The flexible coupling rod 100 of the present application is coupled to both mechanical devices simultaneously, enabling torque transfer between the two mechanical devices. When the mechanical equipment connected to the driving piece 10 moves, the driving piece 10 can be driven to move, and torque is transmitted to the driven piece 20 through the transmission piece 30, so that the mechanical equipment connected to the driven piece 20 is driven to move, and torque transmission among different mechanical equipment is realized. In this process, the transmission member 30 is configured as an elastic member, so that the transmission member 30 can be elastically deformed during transmission, thereby generating compensation displacement, thereby realizing flexible connection between different mechanical devices, and improving vibration damping capacity and noise reduction capacity of the mechanical devices.

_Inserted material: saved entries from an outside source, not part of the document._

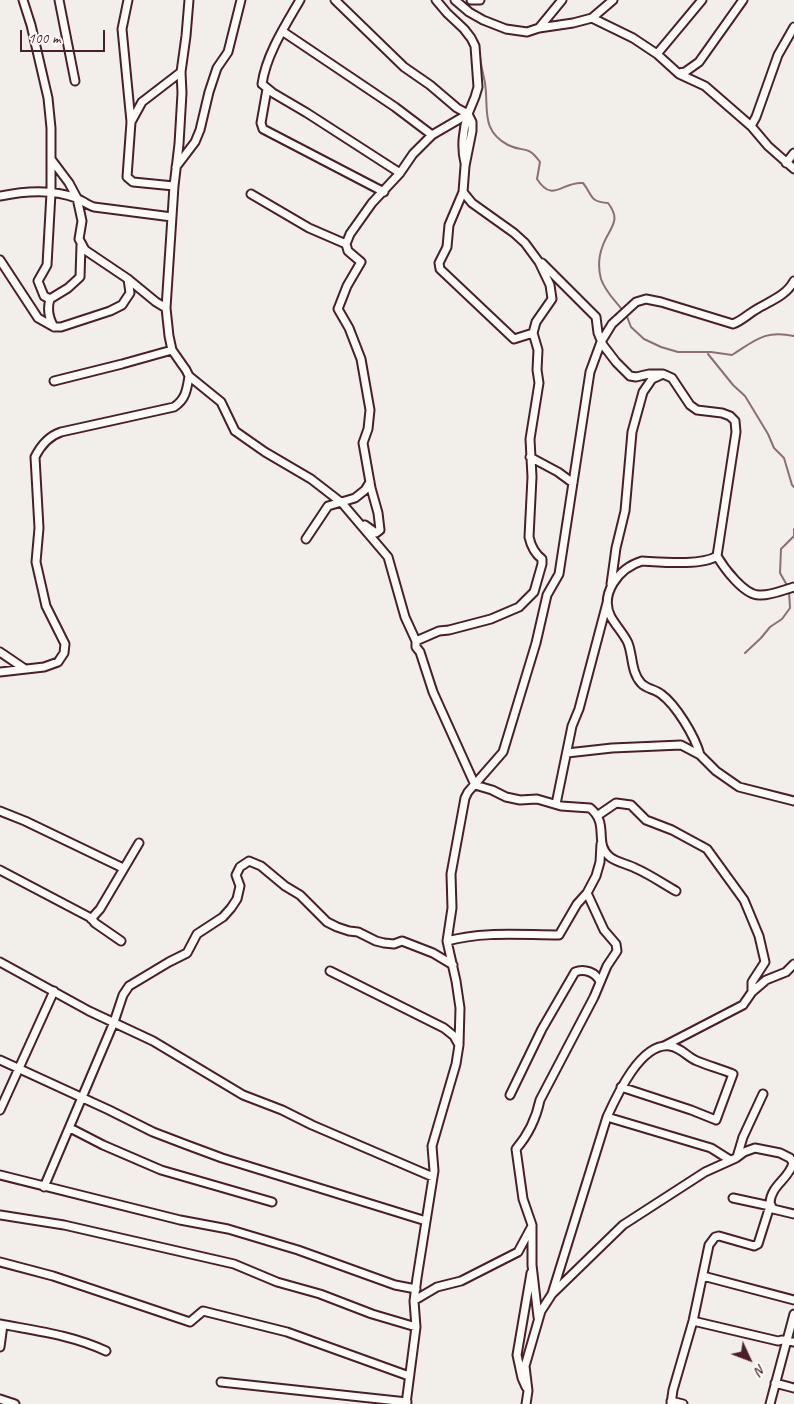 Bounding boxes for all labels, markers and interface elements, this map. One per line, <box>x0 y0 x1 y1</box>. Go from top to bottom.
scale bar <box>22 20 108 52</box>
text: 100 m <box>28 29 60 48</box>
north arrow <box>724 1334 774 1384</box>
text: N <box>751 1361 770 1379</box> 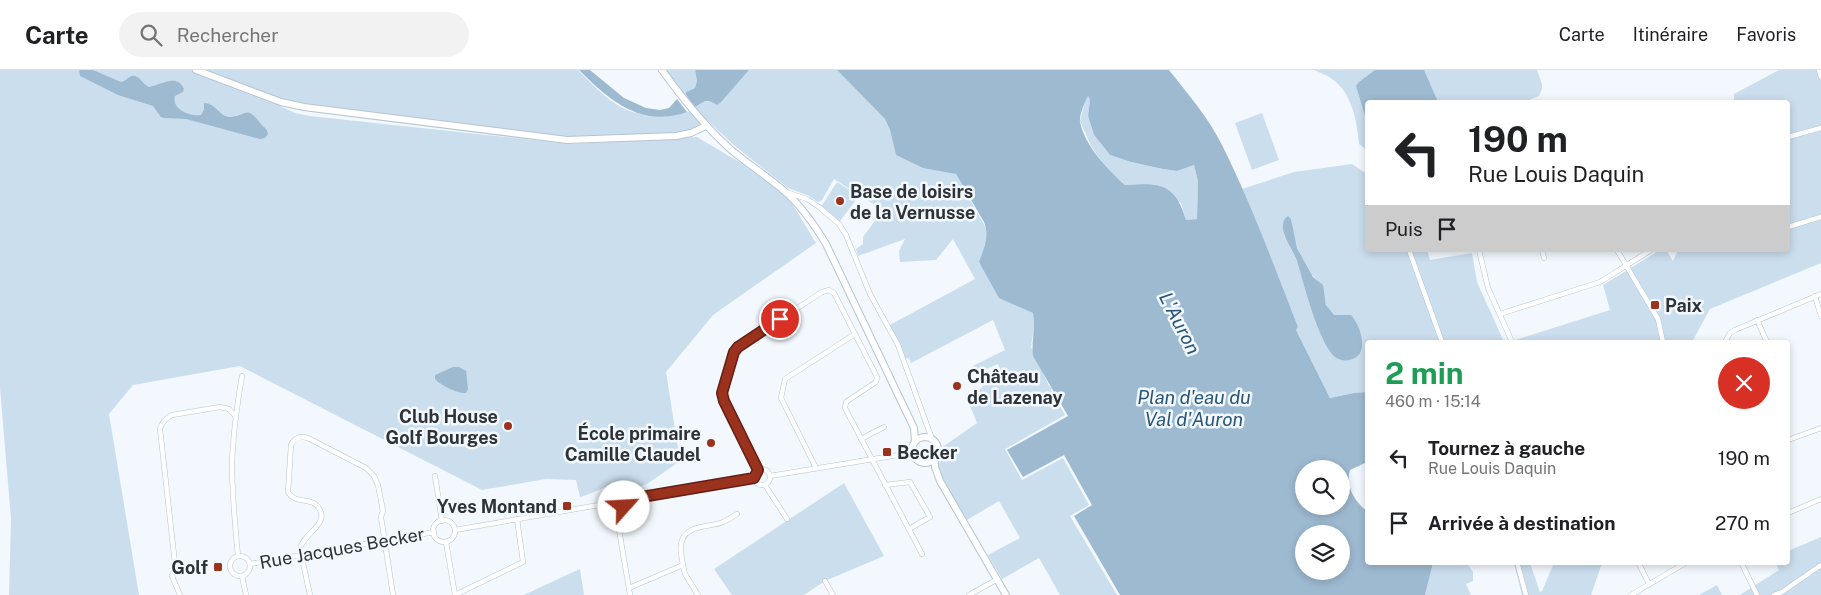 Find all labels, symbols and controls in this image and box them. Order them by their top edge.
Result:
search box [119,12,469,57]
text: Carte [25,21,89,49]
icon: search [137,21,165,49]
text: Rechercher [177,24,279,46]
text: Carte [1559,24,1605,45]
text: Itinéraire [1633,24,1708,45]
text: Favoris [1736,24,1796,45]
text: 190 m [1468,119,1568,160]
icon: left [1385,120,1450,185]
text: Rue Louis Daquin [1468,161,1644,187]
place label: Base de loisirs de la Vernusse [850,181,975,223]
marker: Base de loisirs de la Vernusse [834,195,846,207]
icon: arrive [1433,215,1461,243]
text: Puis [1385,218,1423,240]
water label: L'Auron [1155,288,1205,358]
place label: Paix [1665,295,1702,316]
pin [759,298,801,340]
marker: Paix [1649,299,1661,311]
icon: arrive [766,305,794,333]
text: 2 min [1385,355,1464,391]
button: close [1718,357,1770,409]
place label: Château de Lazenay [967,366,1063,408]
marker: Château de Lazenay [951,380,963,392]
water label: Plan d'eau du Val d'Auron [1137,386,1251,430]
text: 460 m · 15:14 [1385,392,1481,411]
place label: Club House Golf Bourges [386,406,498,448]
marker: Club House Golf Bourges [502,420,514,432]
place label: École primaire Camille Claudel [565,422,701,465]
marker: École primaire Camille Claudel [705,437,717,449]
text: Tournez à gauche [1428,437,1585,459]
place label: Becker [897,442,958,463]
icon: left [1385,444,1413,472]
marker: Becker [881,446,893,458]
text: 190 m [1718,447,1770,469]
text: Rue Louis Daquin [1428,459,1556,478]
map controls [1295,460,1350,580]
button: search [1295,460,1350,515]
position arrow [597,480,649,532]
place label: Yves Montand [437,496,557,517]
marker: Yves Montand [561,500,573,512]
icon: arrive [1385,509,1413,537]
text: Arrivée à destination [1428,512,1616,534]
text: 270 m [1715,512,1770,534]
street label: Rue Jacques Becker [258,523,426,573]
button: layers [1295,525,1350,580]
place label: Golf [171,557,208,578]
marker: Golf [212,561,224,573] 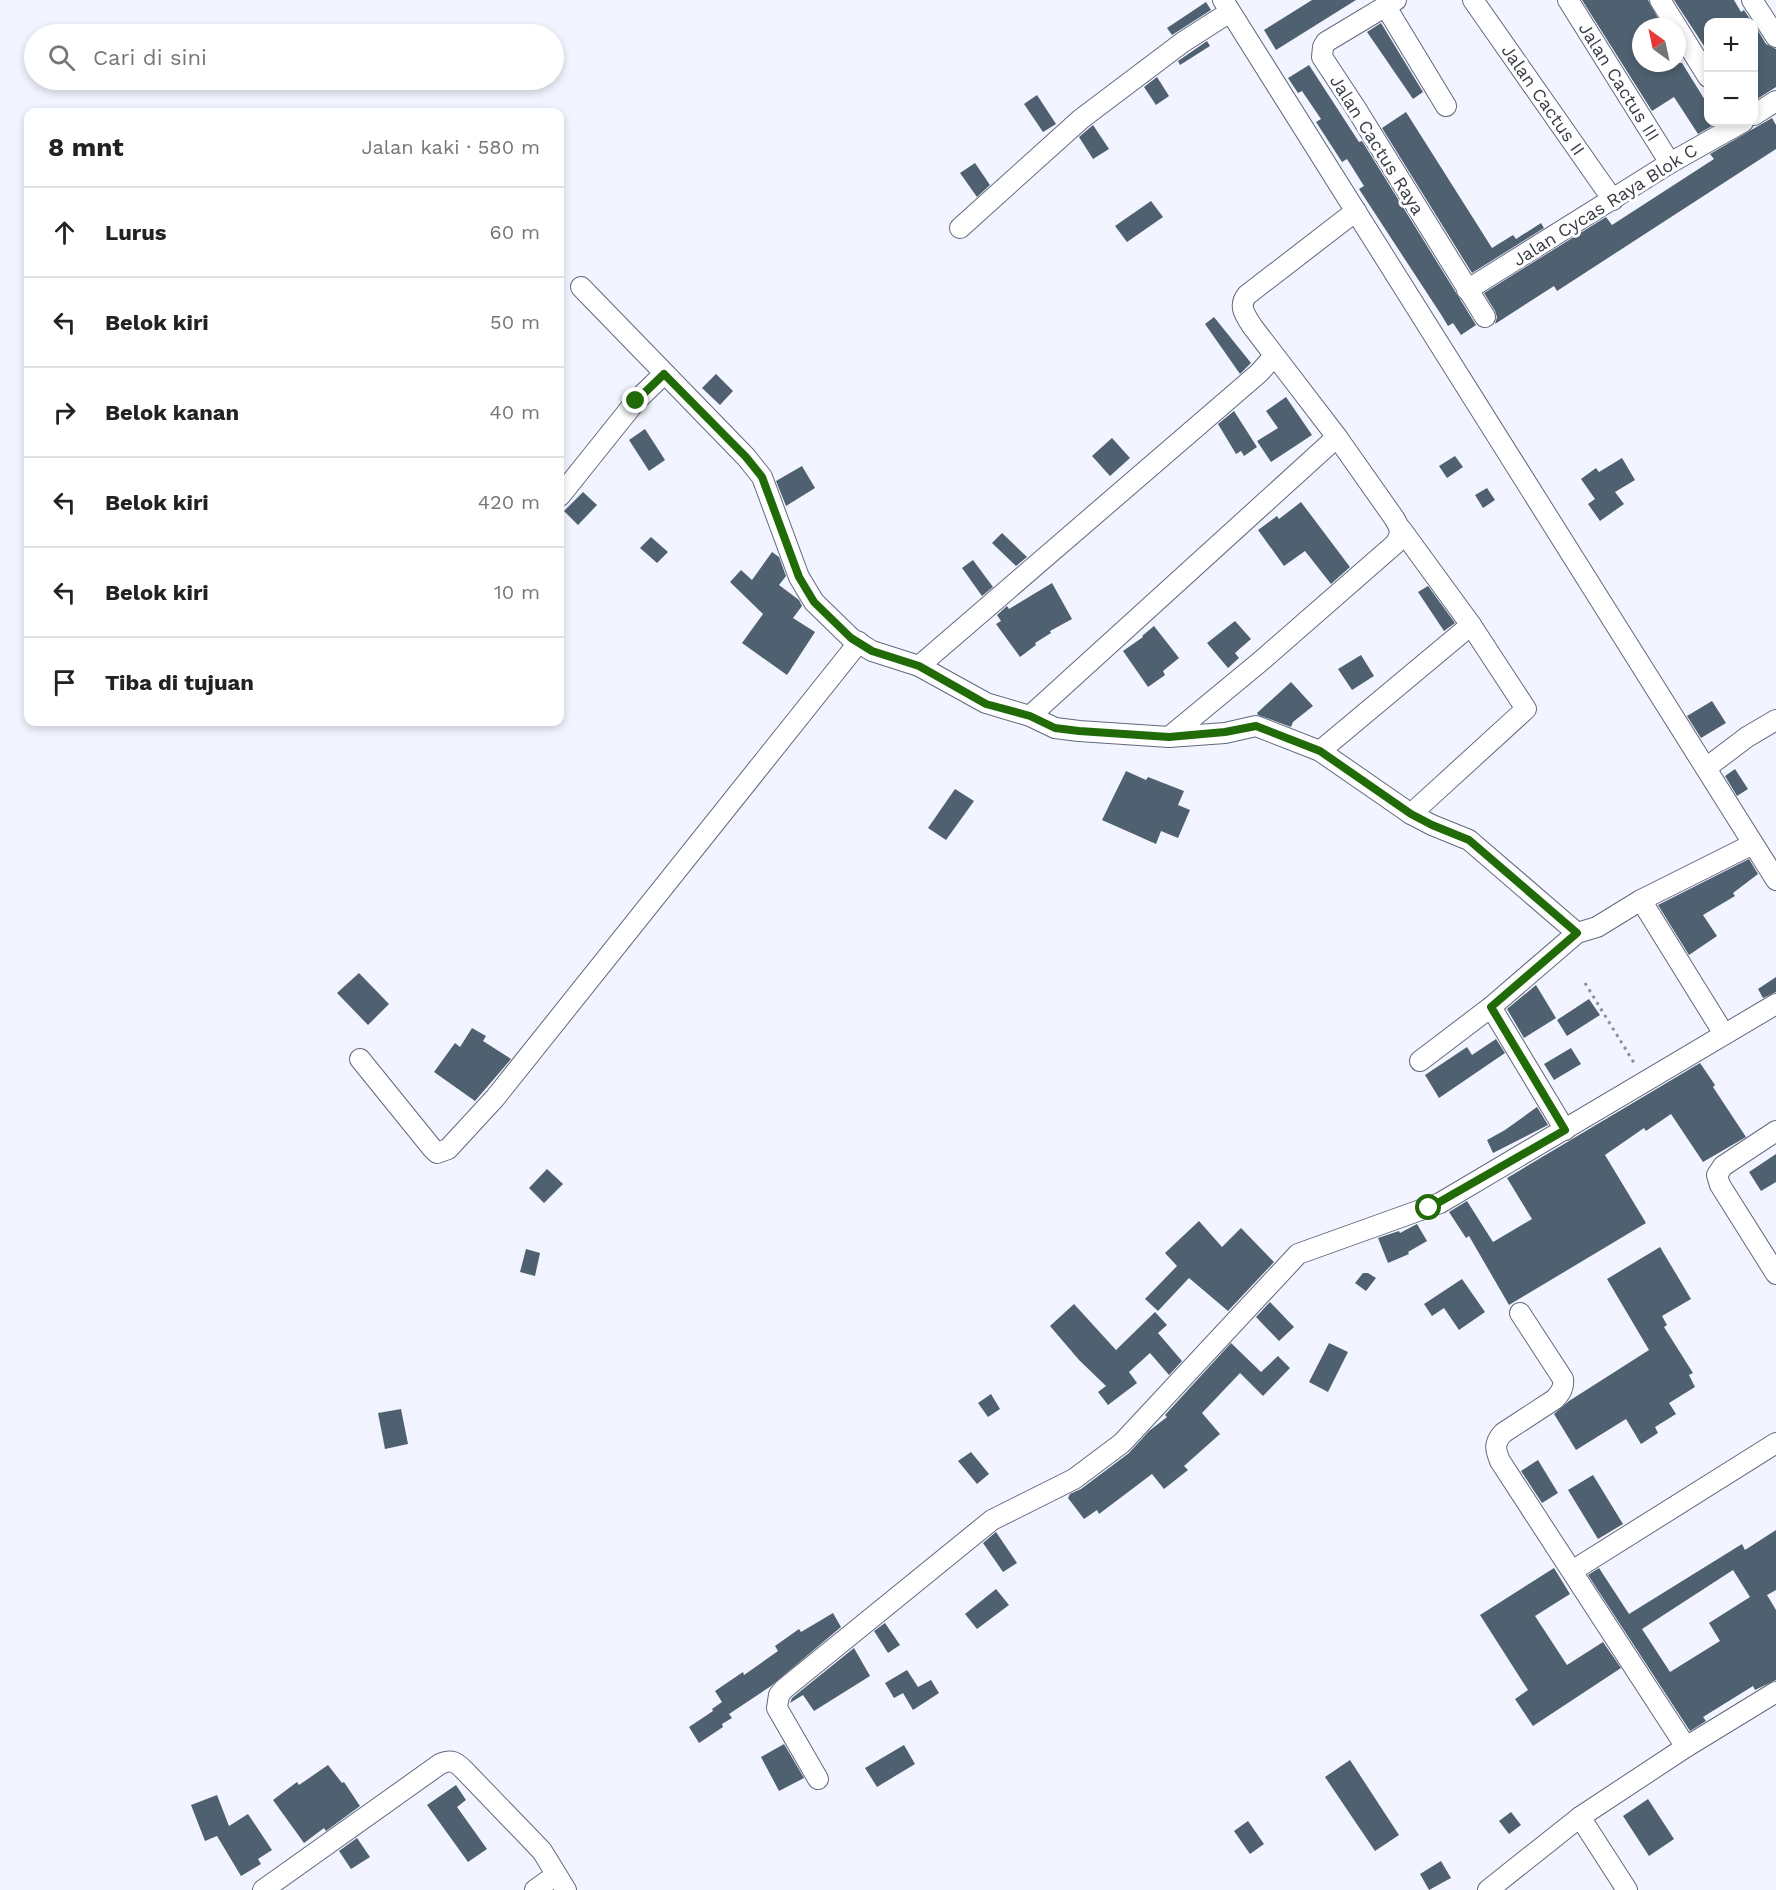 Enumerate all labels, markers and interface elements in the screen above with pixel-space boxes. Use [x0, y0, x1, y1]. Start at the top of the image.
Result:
north arrow [1632, 18, 1686, 72]
map controls [1704, 18, 1758, 126]
button: + [1704, 18, 1758, 72]
street label: Jalan Cactus III [1575, 19, 1664, 145]
search box [24, 24, 564, 90]
street label: Jalan Cactus II [1497, 40, 1589, 159]
icon: search [45, 41, 78, 74]
text: Cari di sini [93, 45, 207, 70]
street label: Jalan Cactus Raya [1326, 71, 1429, 218]
button: − [1704, 72, 1758, 126]
text: 8 mnt [48, 132, 124, 162]
text: Jalan kaki · 580 m [362, 135, 540, 159]
street label: Jalan Cycas Raya Blok C [1509, 139, 1701, 270]
icon: ahead [48, 216, 81, 249]
text: Lurus [105, 220, 167, 245]
text: 60 m [490, 220, 540, 244]
icon: left [48, 306, 81, 339]
text: Belok kiri [105, 310, 209, 335]
text: 50 m [490, 310, 540, 334]
route end [622, 387, 648, 413]
icon: right [48, 396, 81, 429]
text: Belok kanan [105, 400, 239, 425]
text: 40 m [489, 400, 540, 424]
icon: left [48, 486, 81, 519]
text: Belok kiri [105, 490, 209, 515]
text: 420 m [478, 490, 540, 514]
icon: left [48, 576, 81, 609]
text: Belok kiri [105, 580, 209, 605]
text: 10 m [494, 580, 540, 604]
icon: arrive [48, 666, 81, 699]
text: Tiba di tujuan [105, 670, 254, 695]
route start [1415, 1194, 1441, 1220] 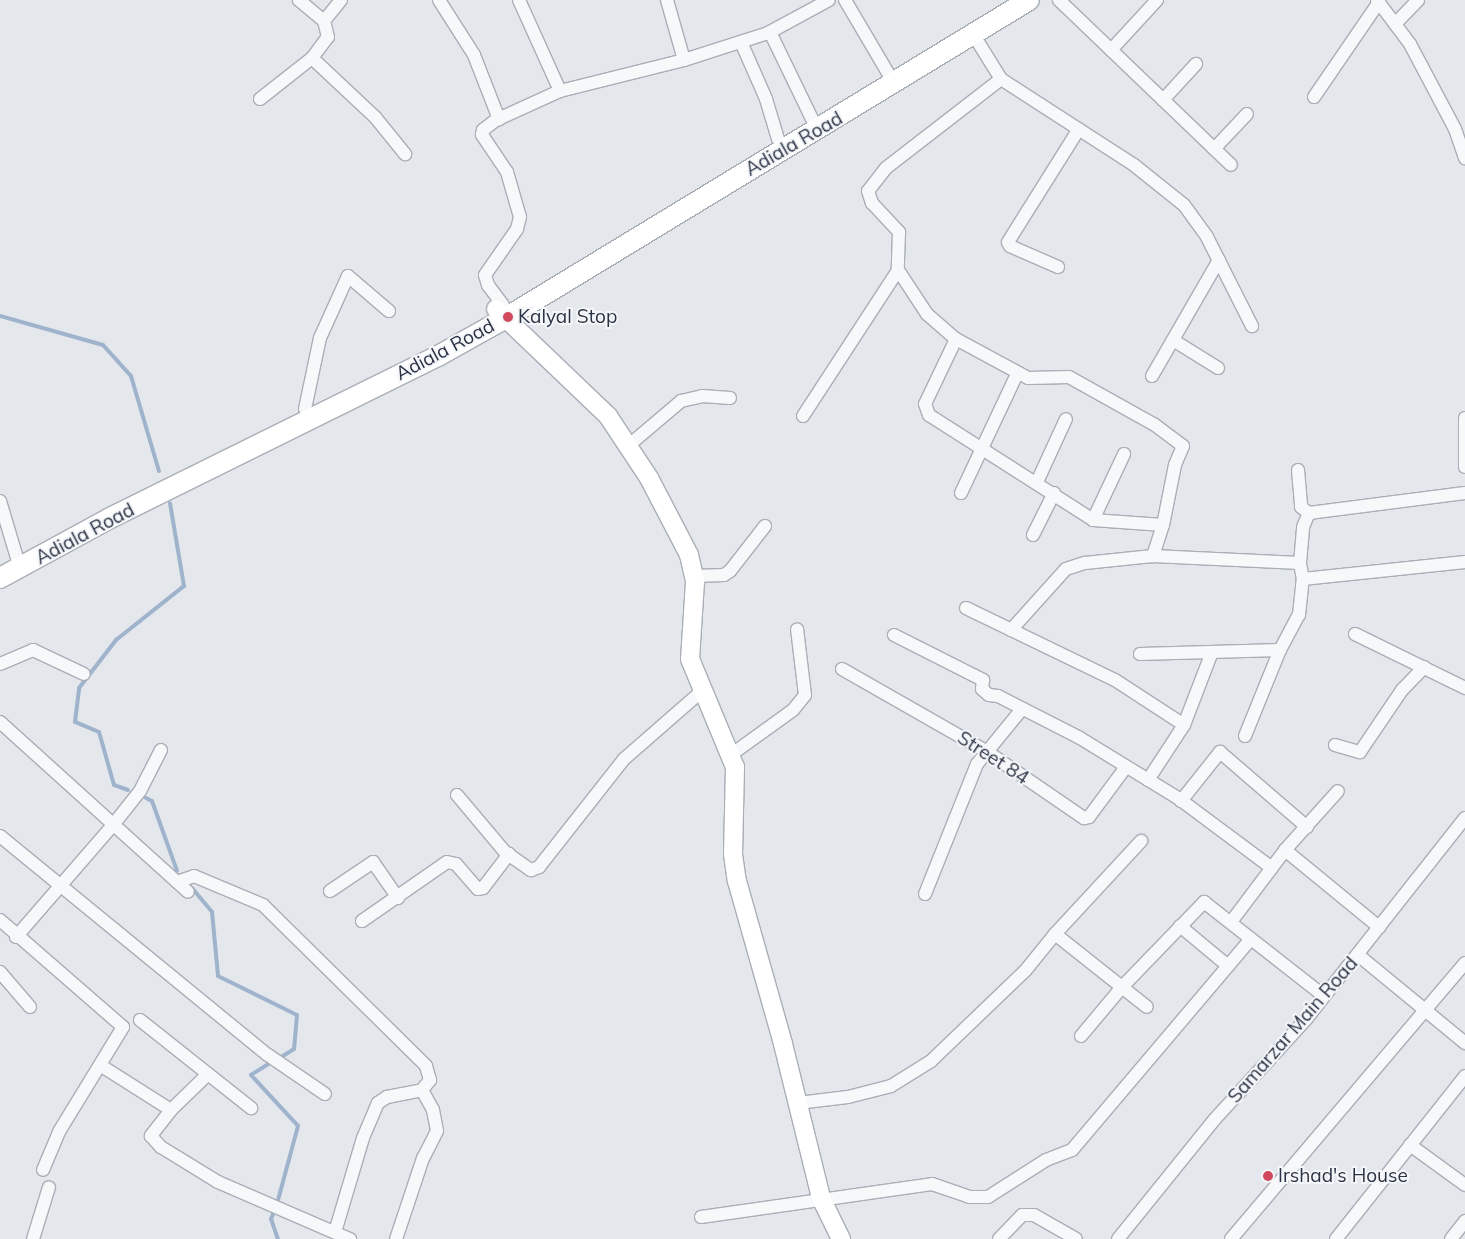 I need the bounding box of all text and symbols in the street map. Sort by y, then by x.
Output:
street label: Adiala Road [741,107,847,181]
place label: Kalyal Stop [518,306,617,328]
marker: Kalyal Stop [502,311,514,323]
street label: Adiala Road [392,314,498,386]
street label: Adiala Road [32,498,138,570]
street label: Street 84 [953,727,1033,789]
street label: Samarzar Main Road [1223,952,1363,1108]
place label: Irshad's House [1278,1165,1408,1187]
marker: Irshad's House [1262,1170,1274,1182]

Finally, it should be noted that the above description is only of a preferred embodiment of the application and is not to be construed as limiting the application in any way. Although the application has been described in detail with reference to the foregoing embodiments, it will be apparent to those skilled in the art that modifications may be made to the techniques described in the foregoing examples, or equivalents may be substituted for elements thereof. Any modification, equivalent replacement, improvement, etc. made within the spirit and principle of the present application should be included in the protection scope of the present application.

Claims (5)

1. A flexible axle rod comprising:

a driving part (10) and a driven part (20) which are connected by a transmission part (30), wherein shaft holes (15) capable of being connected with a mechanical device are formed on the driving part and the driven part, the transmission part can transmit the moment from the driving part to the driven part,

the transmission member is configured as an elastic member such that the transmission member is elastically deformed during transmission to thereby generate a compensation displacement,

the transmission element is configured as a plurality of elastic fiber wires (32) connected between the driving element and the driven element,

connecting rods (22) for connecting the plurality of elastic fiber wires are respectively arranged on the opposite side walls of the driving piece and the driven piece, the plurality of elastic fiber wires are uniformly arranged on the connecting rods in the width direction and are parallel to each other,

first gaps (23) are respectively arranged between the connecting rod and the length directions of the driving piece and the driven piece, the plurality of elastic fiber wires are in ring-shaped structures, two ends of the elastic fiber wires respectively pass through the first gaps so as to be wound on the connecting rod,

the connecting rod is in a flat plate shape, serial holes (24) penetrating through the connecting rod in the height direction are respectively arranged on the opposite side walls of the driving part and the driven part, two ends of the plurality of elastic fiber wires respectively penetrate through the serial holes so as to be wound on the connecting rod,

the transmission part is also provided with a protective layer (40), vulcanization molding is adopted between the protective layer and the transmission part, wherein a plurality of slotted holes (45) are also arranged on the protective layer.

2. The flexible coupling rod of claim 1, wherein the fiber filaments are made of a carbon fiber material or a nylon fiber material.

3. The flexible joint lever according to claim 1 or 2, characterized in that a plurality of reinforcing ribs (321) are also symmetrically arranged at both ends in the height direction of the connecting rod.

4. A coupling comprising a plurality of flexible joint shafts according to any one of claims 1 to 3, said plurality of flexible joint shafts being connected end to end by pin shafts (151) passing through said shaft holes so as to be formed in a ring shape,

the side walls of the two ends of the coupler are respectively provided with a power input shaft (52) and a power output shaft (54) which can be connected with a mechanical device.

5. The coupling of claim 4, wherein the number of flexible coupling rods is set to an integer multiple of 2.